[Records supplied — start]

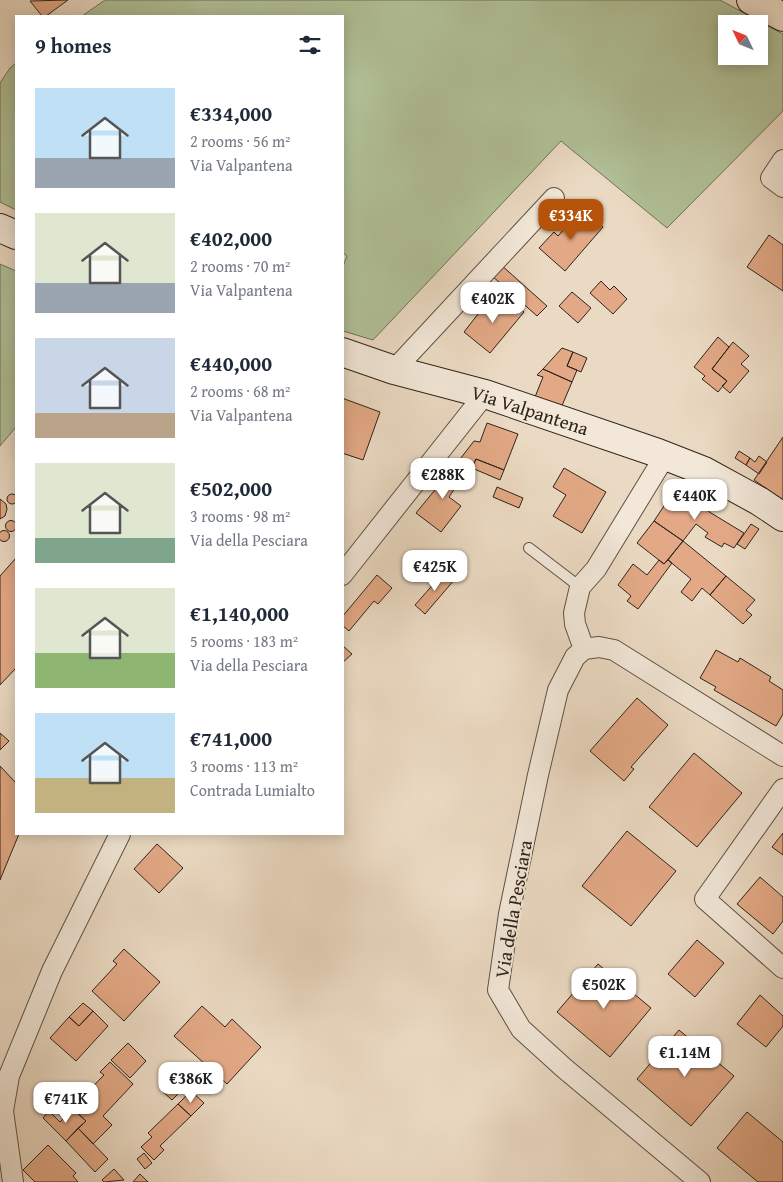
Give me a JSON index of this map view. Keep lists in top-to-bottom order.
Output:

[Records supplied — finish]
[Records supplied — start]

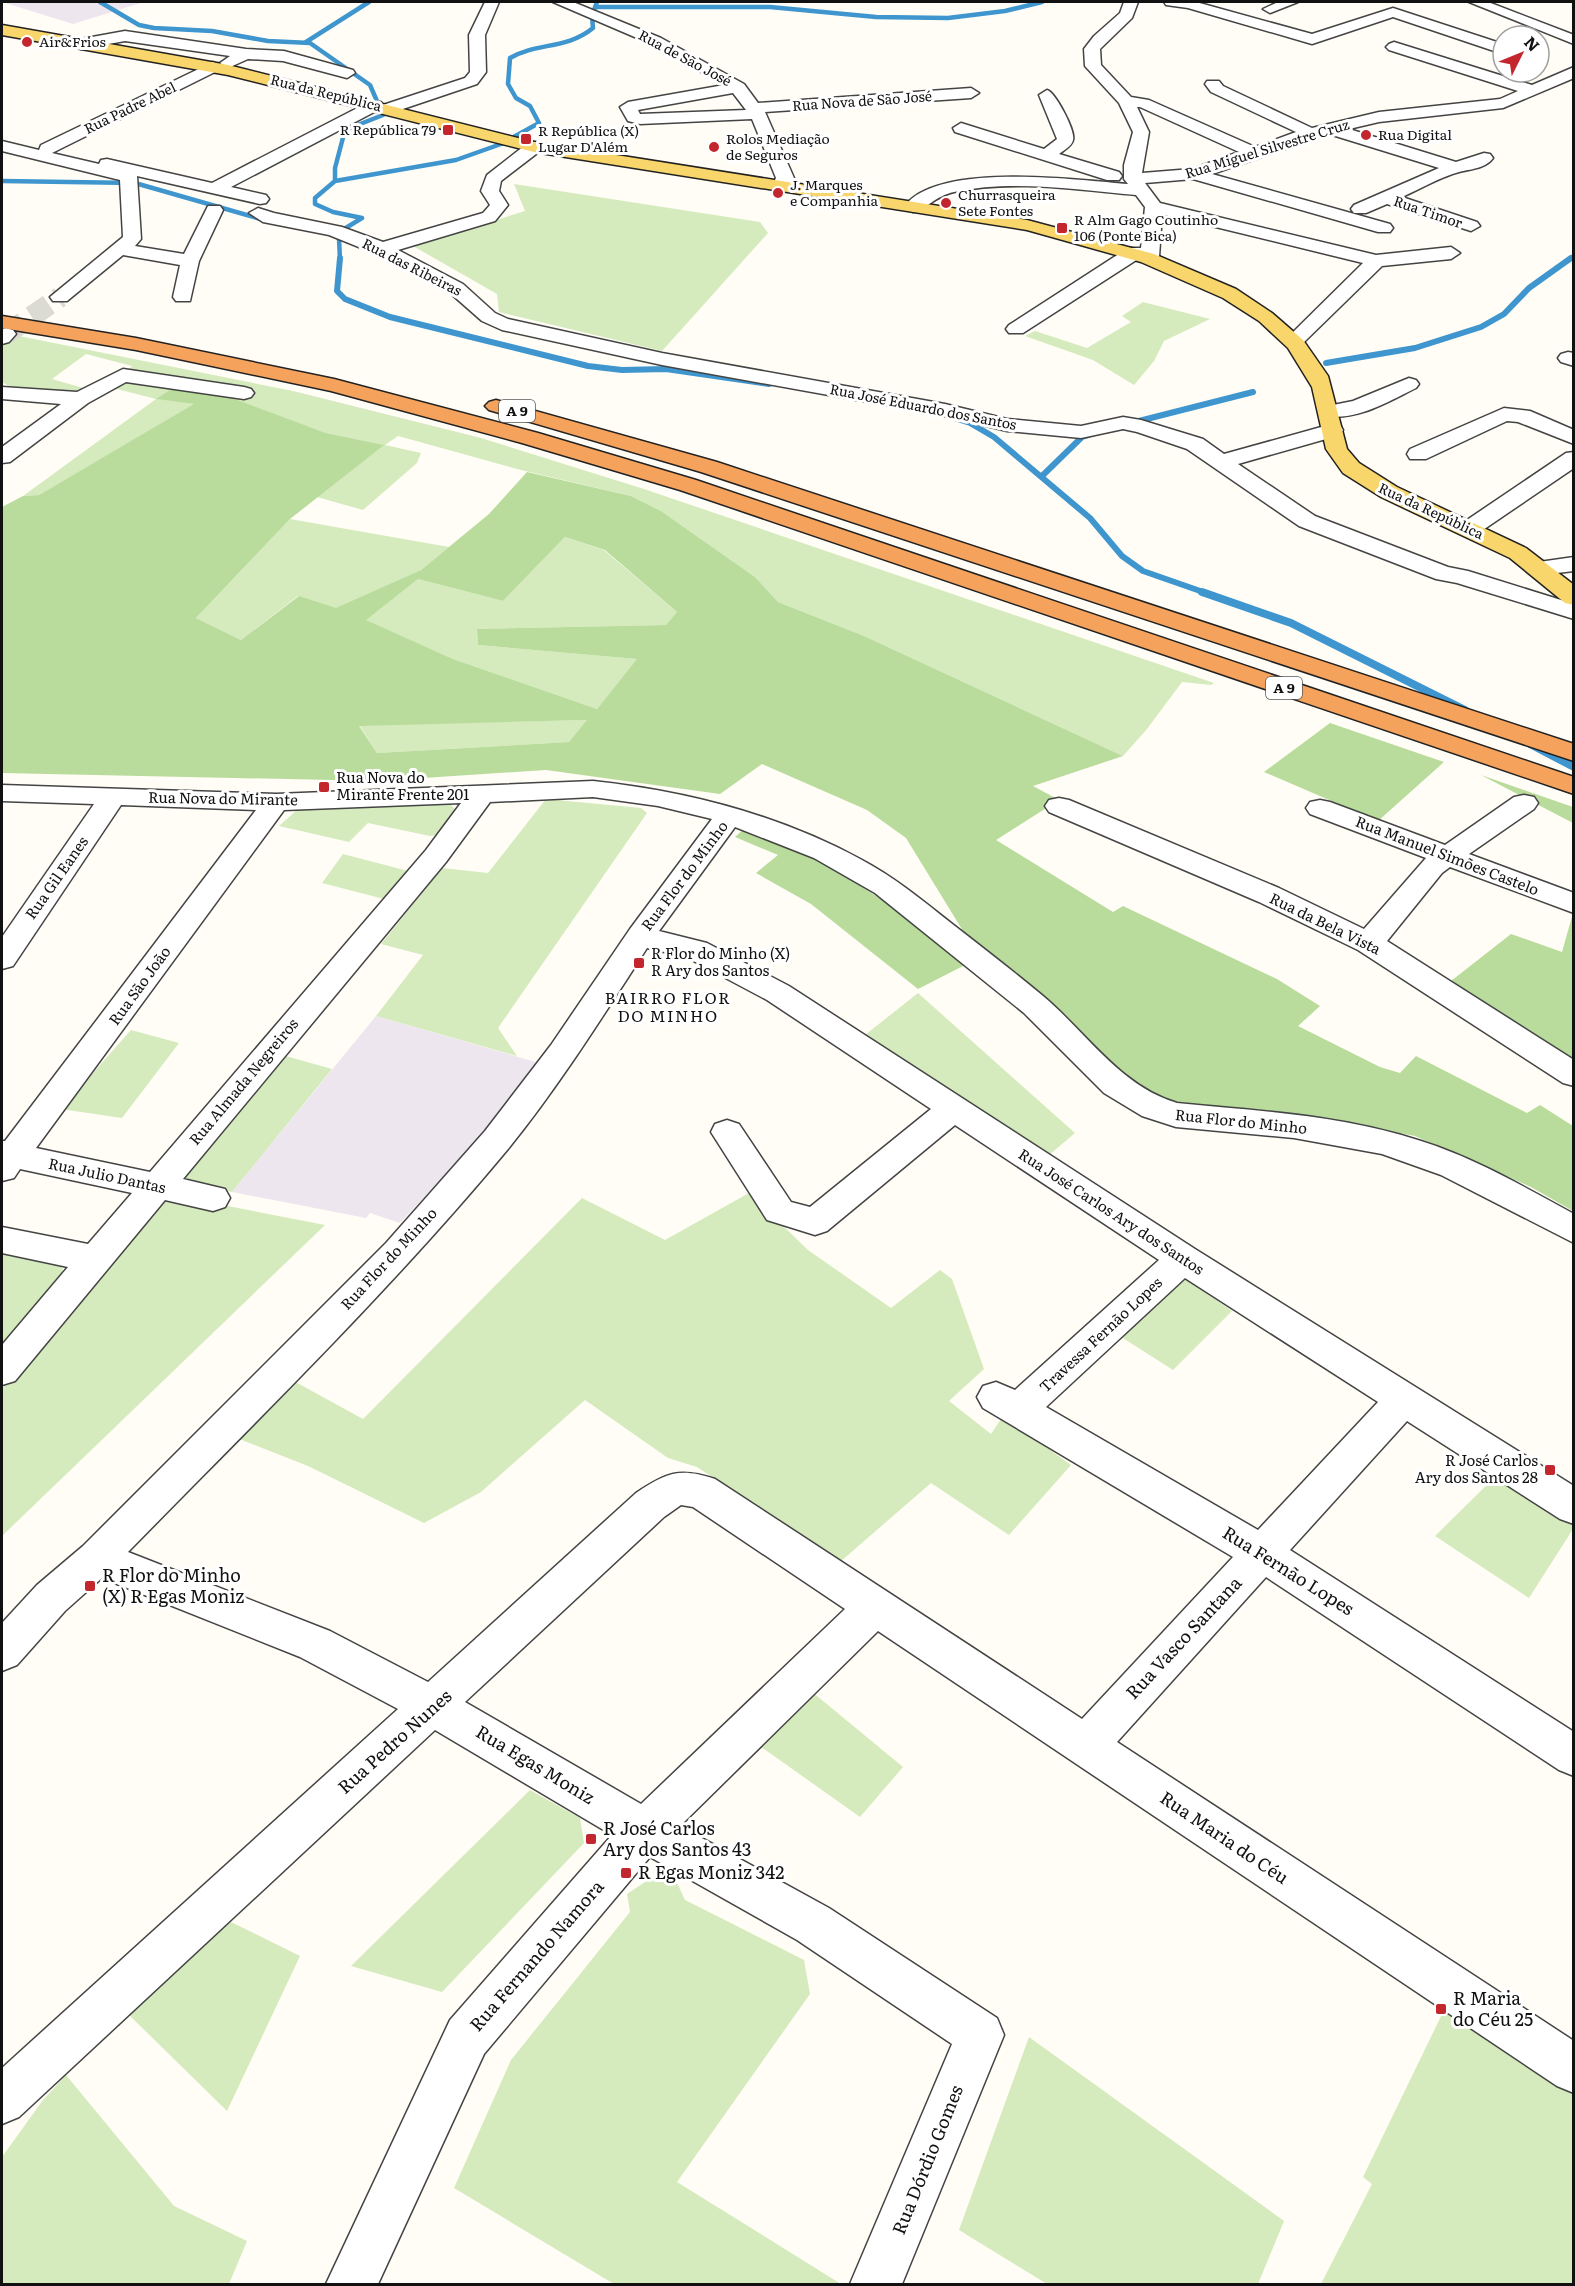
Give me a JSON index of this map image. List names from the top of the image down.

[Records supplied — finish]
[Records supplied — start]

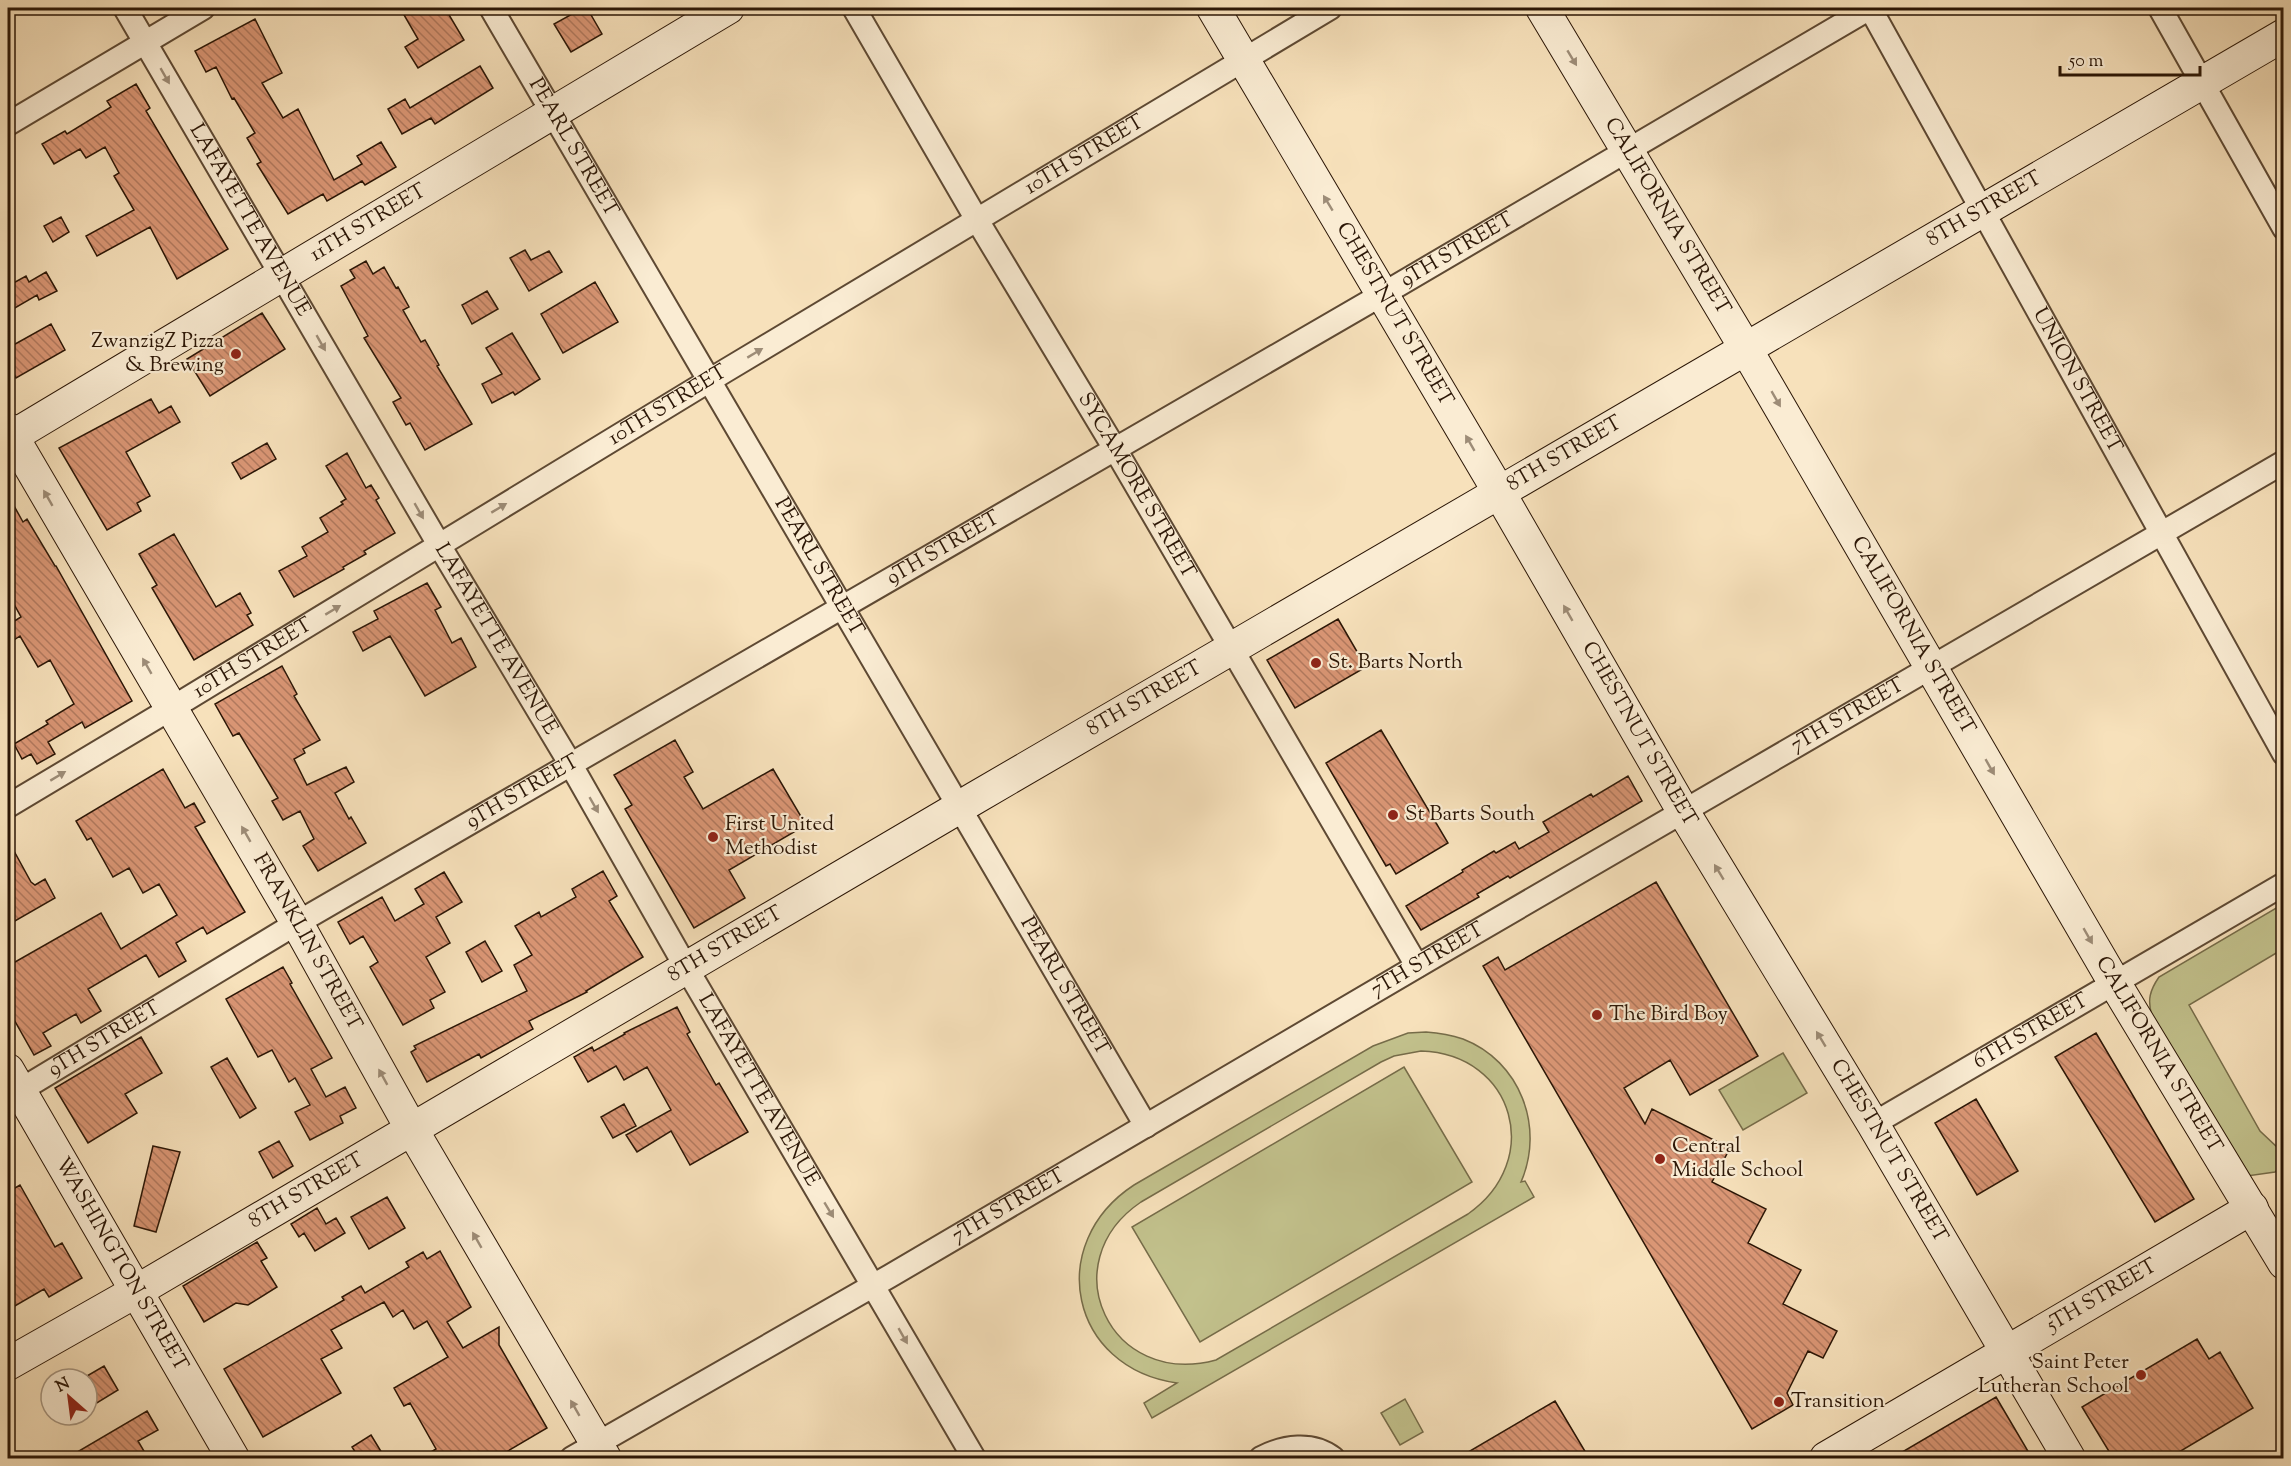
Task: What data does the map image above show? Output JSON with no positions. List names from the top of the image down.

[Records supplied — finish]

## How to complete this task:
For each line of the entries that contains the word "Output", make a copy.

## Expected answer:
Output:
Task: What data does the map image above show? Output JSON with no positions. List names from the top of the image down.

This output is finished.